In this article, I’m not going to talk about optimal training frequency, or the details of the physiological changes in our bodies, since that would require an article of its own. We know that physical fitness is essential to the health of our bodies and minds... so I wanted to highlight a few training facts to help you take action, but also to encourage you to maintain your active lifestyle and stay committed once summer is over.
Your body actually starts getting stronger and healthier just hours after you start working out.
After just a few strength-training sessions, your brain learns to recruit more muscle fibers and make them contract all at once to produce a greater force.
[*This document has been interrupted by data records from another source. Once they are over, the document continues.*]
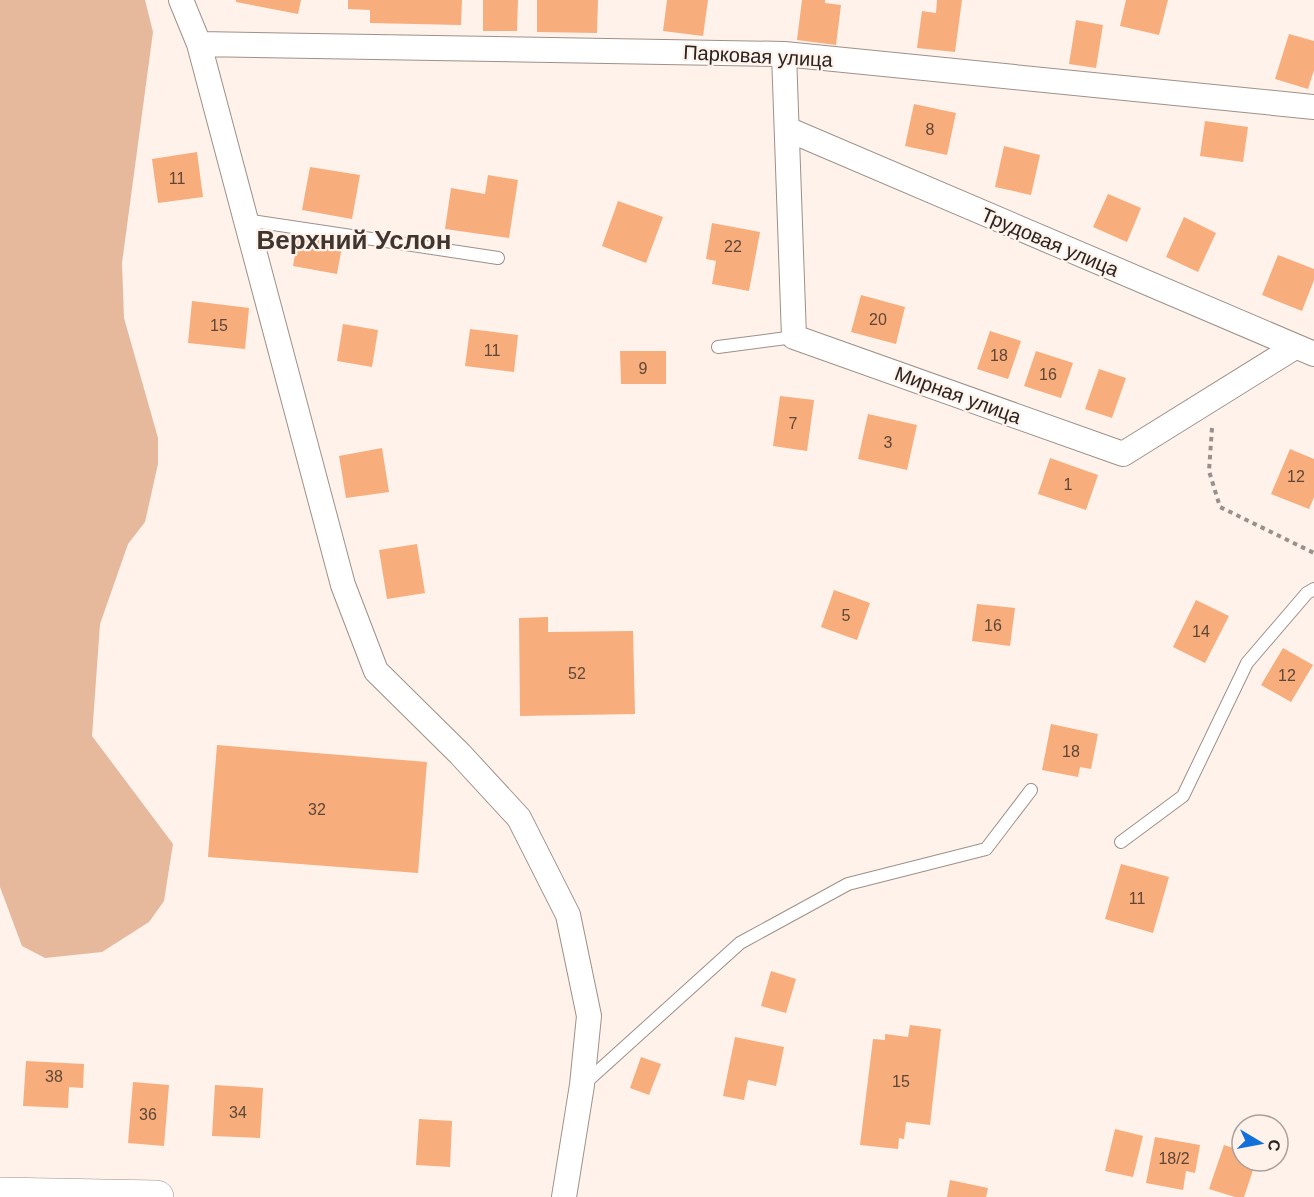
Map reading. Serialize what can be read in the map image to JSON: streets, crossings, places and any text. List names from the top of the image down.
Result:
{
  "streets": {
    "street": ["Парковая улица", "Трудовая улица", "Мирная улица"]
  },
  "districts": ["Верхний Услон"],
  "house_numbers": [
    "8",
    "11",
    "22",
    "20",
    "15",
    "11",
    "18",
    "9",
    "16",
    "7",
    "3",
    "12",
    "1",
    "5",
    "16",
    "14",
    "52",
    "12",
    "18",
    "32",
    "11",
    "38",
    "15",
    "34",
    "36",
    "18/2"
  ],
  "north": "right"
}
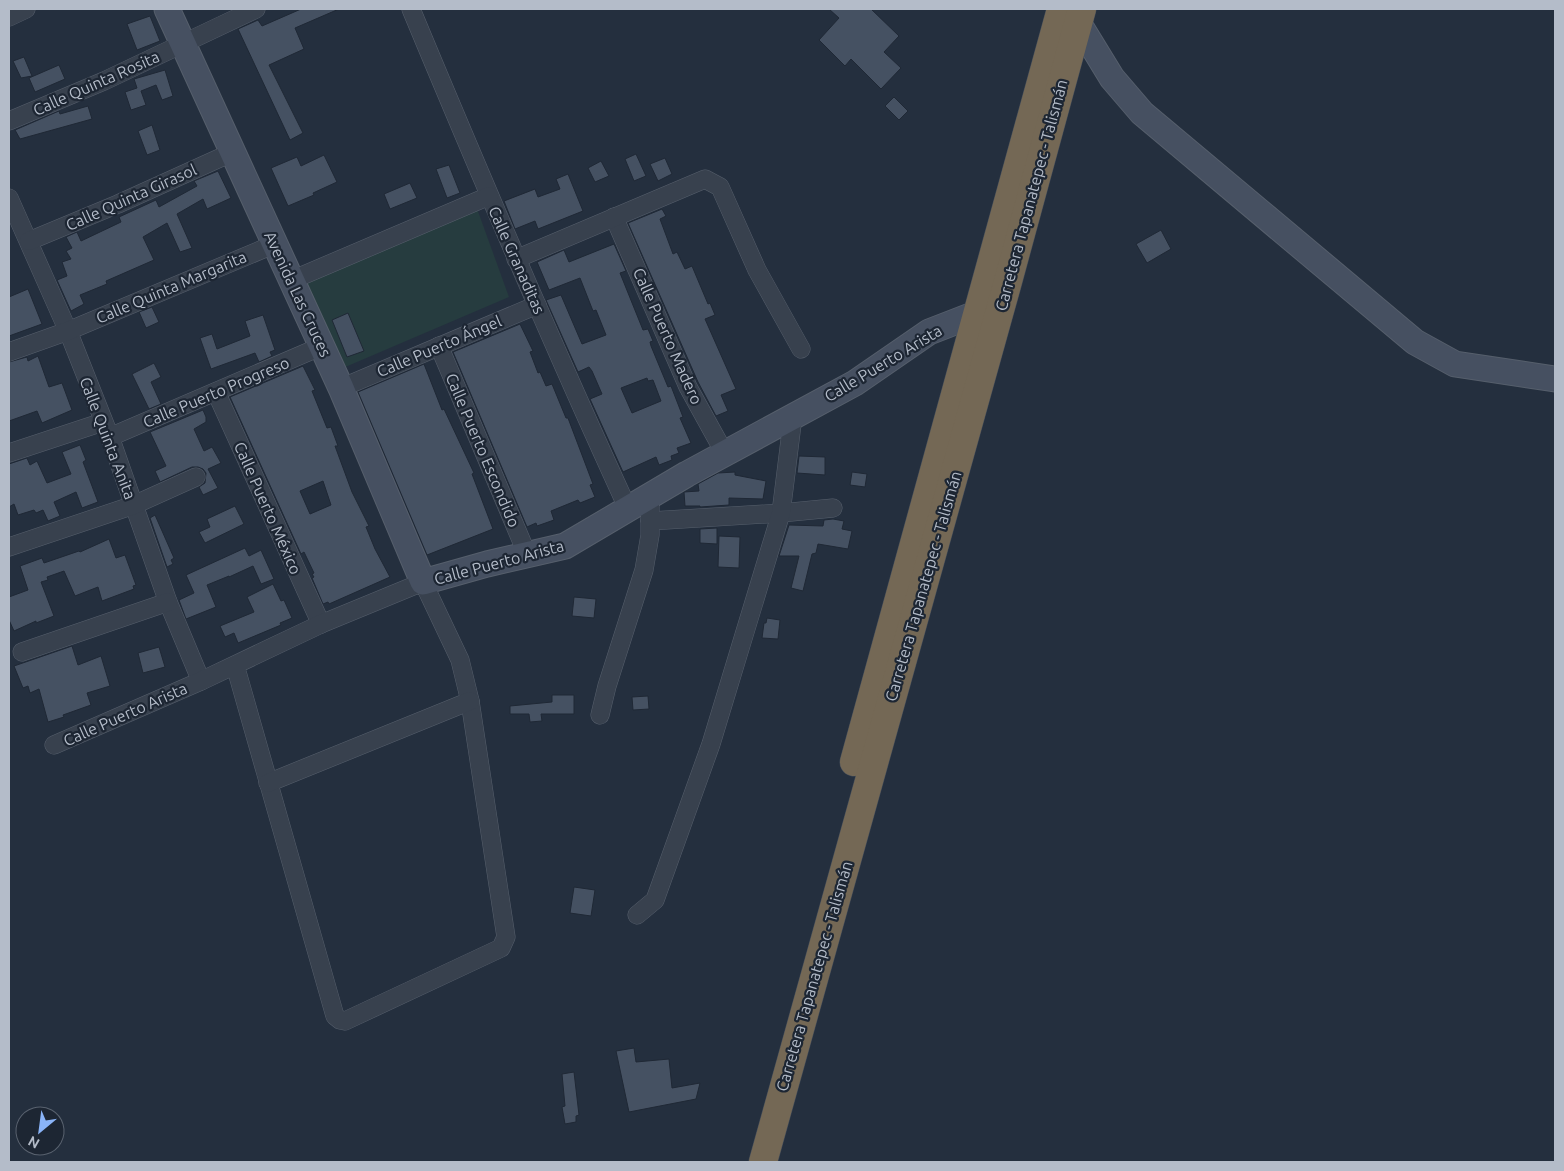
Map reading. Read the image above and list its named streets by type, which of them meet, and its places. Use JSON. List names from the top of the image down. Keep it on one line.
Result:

This “neural activation” kicks in after only a few workouts, allowing you to get stronger almost immediately, well before your muscles get noticeably bigger.
For the average person at the gym, it will take six months or more to see significant sculpting of the body – even though strength has been increasing from day one.
After a strength training session, there’s an increase in your muscle protein synthesis (MPS) rate (MPS rate is what adds protein to the muscle, which makes it larger). Once your workout is completed, MPS rate increases above resting levels for ~24-36 hours.
Strength training workouts can be constructed in many different ways. Common training variables include (each of these training variables influences the extent of muscle growth):
Contraction mode (eccentric, concentric, isometric, etc.)
Relative load (% of 1RM)
External load type
Range of motion
Proximity to failure
Rest period duration
Repetition duration (tempo)
Weight loss is more difficult to predict, because it depends on your starting point, your health history, your genetics, your eating habits, your workout routine, and many more factors.
Like strength training, aerobic exercise produces major health and performance benefits long before you see them in the mirror.
Aerobic exercise increase the number of mitochondria, which are essentially the “cellular power plants” in your muscles that use oxygen to produce energy: the more mitochondria you have, the faster and faster you can run, at the more fat your muscles will burn.
Studies have found that 6 weeks of training will boost mitochondria levels by 50%.
Health benefits on the other hand kick in after a single bout of aerobic exercise.
For about 48hrs after a workout, your muscles will be consuming more glucose than usual, helping to bring down blood-sugar levels.
After a few workouts, your insulin sensitivity will begin to improve, offering further control of blood sugar.
“Getting in shape” is a journey that extends over months and even years, but the process – and the benefits – start as soon as you begin exercising.